Diciamo che non l’ho mai chiamata sorella, però non mi faceva neanche tantissima paura. Semplicemente, per 33 anni ho vissuto senza quasi pensare alla prospettiva della mia dipartita. E se anche mi capitava di rifletterci, mi sembrava un’eventualità tutto sommato molto remota, o comunque non meritevole di particolare apprensione da parte mia. Un evento naturale e ineluttabile, per quanto senza dubbio straniante.
[La fine altrui, invece, quella sì che mi ha sempre terrorizzato. Eppure, ho fatto conoscenza con la nera signora quando ero ancora molto giovane, e nel modo peggiore che esista. Negli anni l’ho guardata con orrore corteggiare troppe delle persone che amo. Qualcuna l’ha risparmiata, altri li ha portati via senza pietà (in un caso davanti ai miei occhi), ma ci sono cose alle quali non ci si abitua mai. [ Questo, comunque, è un altro post.]
Ciò che invece penso in questo venerdì un po’ funereo è che, da quando sono madre, la prospettiva di morire ha assunto un colore inedito. Non tanto per quello che perderei io (in fondo, sarei appunto defunta, e a prescindere dall’effettiva esistenza di un qualche Aldilà, non avrei modo di “soffrire” per quello che avrei perso, come diceva Epicuro molto meglio e molto prima di me). Ma per quello che perderebbe mio figlio.
Non che mi aspetti di sopravvivergli, ovviamente (inorridisco al solo pensiero), ma l’idea di lasciarlo senza madre mentre è piccolo o molto giovane mi dà i brividi.

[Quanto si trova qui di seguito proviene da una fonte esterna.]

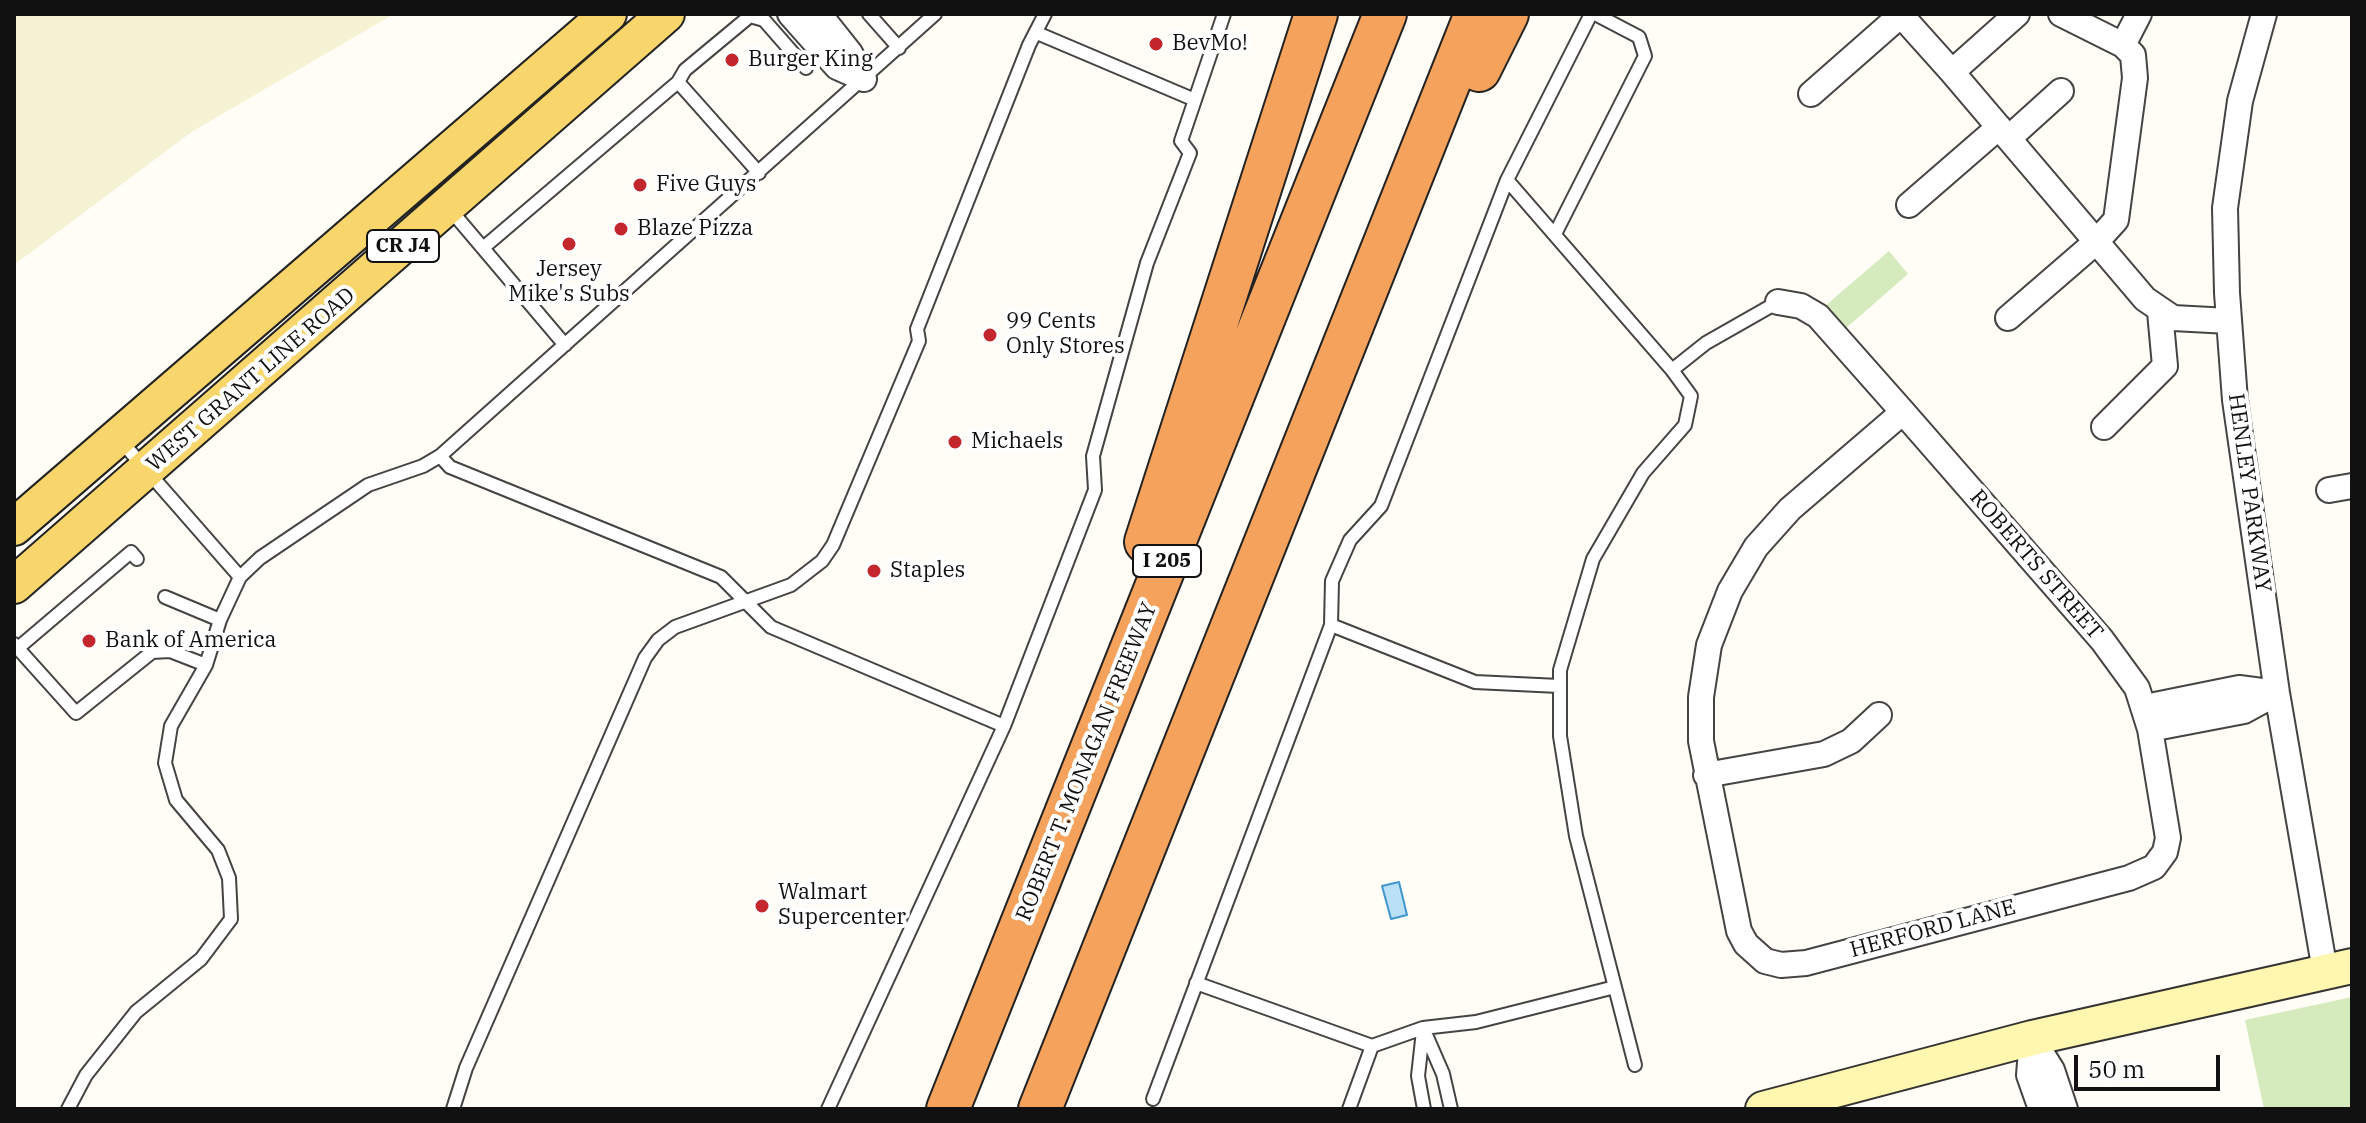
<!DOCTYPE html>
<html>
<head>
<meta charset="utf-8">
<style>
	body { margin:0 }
	#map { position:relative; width:2366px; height:1123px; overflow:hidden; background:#fffdf5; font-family:"IBM Plex Serif",serif }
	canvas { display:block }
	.frame { position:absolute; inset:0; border:16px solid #111; pointer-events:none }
	.scale { position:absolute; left:2074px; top:1055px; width:146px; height:36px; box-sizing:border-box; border:4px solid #111; border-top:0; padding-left:10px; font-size:24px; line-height:28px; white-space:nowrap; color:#111; -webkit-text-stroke:6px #fff; paint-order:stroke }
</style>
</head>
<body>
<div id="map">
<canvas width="2366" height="1123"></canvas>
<div class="frame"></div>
<div class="scale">50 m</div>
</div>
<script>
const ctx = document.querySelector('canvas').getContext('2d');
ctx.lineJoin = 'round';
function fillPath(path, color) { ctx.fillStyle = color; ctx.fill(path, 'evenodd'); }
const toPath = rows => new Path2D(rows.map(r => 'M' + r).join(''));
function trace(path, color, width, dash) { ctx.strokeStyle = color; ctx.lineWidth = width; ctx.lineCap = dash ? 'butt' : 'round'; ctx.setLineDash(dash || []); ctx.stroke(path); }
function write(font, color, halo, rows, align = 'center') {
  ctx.font = font + ' "IBM Plex Serif",serif'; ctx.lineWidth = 8; ctx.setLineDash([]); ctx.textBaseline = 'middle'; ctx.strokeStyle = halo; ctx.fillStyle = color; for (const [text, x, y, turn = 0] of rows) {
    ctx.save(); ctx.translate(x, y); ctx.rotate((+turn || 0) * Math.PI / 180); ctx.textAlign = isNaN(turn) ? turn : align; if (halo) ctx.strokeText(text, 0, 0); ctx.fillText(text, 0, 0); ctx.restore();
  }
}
fillPath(toPath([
	[14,14,394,14,193,131,14,265]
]), '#f6f3d4');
fillPath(toPath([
	[1889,251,1908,274,1845,329,1825,306],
	[2352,997,2352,1109,2264,1109,2245,1020]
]), '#d5ebbd');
const water = toPath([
	[1399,882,1407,915,1391,919,1382,886,1399,882]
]);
fillPath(water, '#b9e0f7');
trace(water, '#3f96cf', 2);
const lane = toPath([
	[869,14,899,48],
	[1591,14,1507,180,1672,370,1706,343,1778,302],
	[1037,33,1195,100],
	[678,82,685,70,750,16,764,20,806,68],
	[1507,180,1381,506,1350,540,1332,581,1331,625,1475,682,1559,686],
	[448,207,565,345],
	[1555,234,1645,56,1639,37,1595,14],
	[483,248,678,82,759,173],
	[121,441,240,577],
	[440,456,450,467,721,577,771,627,1004,726],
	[165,597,220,620],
	[14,644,76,713,152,652,170,651,206,665],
	[18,648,131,552,137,559],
	[1196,983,1372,1046,1349,1109],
	[1423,1028,1443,1074,1451,1109],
	[1423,1031,1418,1076,1424,1109],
	[1372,1046,1423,1028,1476,1022,1615,987],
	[1635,1065,1576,836,1560,736,1560,670,1593,559,1643,473,1685,425,1691,396,1672,370],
	[1153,1099,1331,625],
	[68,1109,86,1075,136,1012,201,959,231,919,229,878,218,850,176,800,165,763,171,726,206,665,220,620,240,577,260,558,368,485,423,466,440,456,935,14],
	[453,1109,466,1068,645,658,658,640,675,627,791,585,822,561,833,545,919,341,917,329,1029,45,1045,14],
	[828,1109,1004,726,1095,490,1093,456,1147,263,1190,153,1181,141,1224,14]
]);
const street = toPath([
	[790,14,837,67,864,79],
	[819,14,850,53,864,79],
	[1900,14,1952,72,2017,14],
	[2264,14,2240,101,2225,208,2227,293,2235,400,2277,693,2325,971],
	[2123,45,2139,14],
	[1952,72,2145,299,2173,318,2229,321],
	[1811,94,1902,14],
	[2009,138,2061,91],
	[1909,205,1999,127],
	[1778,302,1801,306,1818,316,1903,412,2102,640,2137,688,2150,729,2168,838,2165,852,2154,867,2129,878,1806,963,1781,965,1765,961,1746,944,1739,931,1701,741,1701,697,1709,645,1730,591,1756,547,1790,509,1903,412],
	[2008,318,2096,242,2116,220,2135,78,2133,55,2123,45,2061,14],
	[2104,427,2165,366,2160,312],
	[2329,490,2352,486],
	[2145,707,2239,688,2277,693],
	[2150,729,2244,711,2277,693],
	[1706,775,1824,754,1851,741,1879,715],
	[2032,1038,2052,1070,2065,1109],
	[2032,1038,2029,1075,2041,1109]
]);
const secondary = toPath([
	[1763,1109,2032,1038,2352,966]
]);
const primary = toPath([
	[14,527,608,14],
	[14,585,666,14]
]);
const highway = toPath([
	[1479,70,1507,14],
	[1146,542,1316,14],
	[948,1109,1385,14],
	[1040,1109,1476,14]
]);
trace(lane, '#444', 16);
trace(street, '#444', 28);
trace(secondary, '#333', 38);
trace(primary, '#222', 40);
trace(highway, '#222', 46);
trace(lane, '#fff', 12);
trace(street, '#fff', 24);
trace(secondary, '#fff6b0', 34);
trace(primary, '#f9d66b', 36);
trace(highway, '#f5a25d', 42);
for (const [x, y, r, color] of [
	[1156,44,8,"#c4262e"],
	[732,60,8,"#c4262e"],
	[640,185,8,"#c4262e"],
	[621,229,8,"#c4262e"],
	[569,244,8,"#c4262e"],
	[990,335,8,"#c4262e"],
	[955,442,8,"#c4262e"],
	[874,571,8,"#c4262e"],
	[89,641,8,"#c4262e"],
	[762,906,8,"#c4262e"]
]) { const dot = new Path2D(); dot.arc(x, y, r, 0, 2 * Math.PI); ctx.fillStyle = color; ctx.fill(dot); trace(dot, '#fff', 3); }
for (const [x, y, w] of [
	[403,246,72],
	[1167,561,68]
]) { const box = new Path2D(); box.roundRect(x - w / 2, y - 16, w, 32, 6); ctx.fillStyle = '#fff'; ctx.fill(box); trace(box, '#111', 2); }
write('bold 20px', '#111', null, [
	["CR J4",403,246],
	["I 205",1167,561]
]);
write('22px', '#111', '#fff', [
	["BevMo!",1172,44],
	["Burger King",748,60],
	["Five Guys",656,185],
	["Blaze Pizza",637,229],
	["Jersey",569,270,"center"],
	["Mike's Subs",569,295,"center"],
	["99 Cents",1006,322],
	["Only Stores",1006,347],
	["Michaels",971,442],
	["Staples",890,571],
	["Bank of America",105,641],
	["Walmart",778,893],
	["Supercenter",778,918]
], 'left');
write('22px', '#111', '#fff', [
	["WEST GRANT LINE ROAD",251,380,-41],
	["HENLEY PARKWAY",2249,493,82],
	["ROBERTS STREET",2036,565,49],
	["ROBERT T. MONAGAN FREEWAY",1087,762,-68],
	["HERFORD LANE",1933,929,-15]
]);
</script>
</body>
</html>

Se i sensi di colpa dovessero sopravvivere alla nostra dipartita, credo che non potrei mai perdonarmi di schiattare anzitempo.
Questa inattesa consapevolezza non ha cambiato il mio modus vivendi. Non è, per dire, che la strizza mi impedisca di bere qualche birra o di mangiare qualche porcheria di troppo. Né ho intenzione di entrare nel tunnel ipocondriaco della medicina preventiva ad ampio spettro.
Diciamo che ci penso, e mi limito a sperare che la mia istanza arrivi chiara e perentoria presso le Alte Sfere: non è che io non voglia morire. È che ora proprio non posso farlo.
9 Commenti
come hai ragione. Ci penso spesso anche io. Io veramente faccio anche di peggio, penso a come sarebbe la mia vita senza di lei, invece di vedere solo le cose belle. Ma anche se penso a me che potrei andarmene mi terrorizza l’idea di abbandonarla senza darle spiegazioni che possano aiutarla a sopravvivere…
Qua tocca darsi da fare per vivere almeno fino a 95 anni!
Come al solito sottoscrivo tutto. E come scrive Serena, anche a me capita di pensare a come si potrebbe mai sopravvivere ad un figlio.
Ecco, io a questa cosa qua non riesco neanche a pensarci.
Giusto! 🙂 buona Pasqua
quoto lucrezia e serena…capita spesso anche a me di pensare a come sarebbe sopravvivere senza mia figlia…poi la guardo…mi sorride e penso fermamente che non sarebbe possibile…
Io ho perso la mia mamma quando avevo 12 anni, non si può nemmeno cominciare a descrivere quello che provo ancora, a volte penso che mi abbia condizionato molto nelle scelte che faccio ancora oggi.
Mark
Ma come mai questi pensieri?! Io ho sempre pensato alla morte, non ne ho mai vissuta di persona fino a due settimNe fa quando è mancato il mio caro nonno. Immaginavo, pensavo a come poteva essere ma solo quNdo ci si trova si capisce realmente cosa vuol dire.. Mi raccomando, basta post su questo argomento! A parte questo, è sempre un piacere seguirti.
Mi cogli in un periodo di stessi pensieri (vagamente fondati) e di ansia profonda. Guardo mio figlio e l’unica frase nella mia mente è “Io non POSSO lasciarti.”. E’ un ‘epidemia?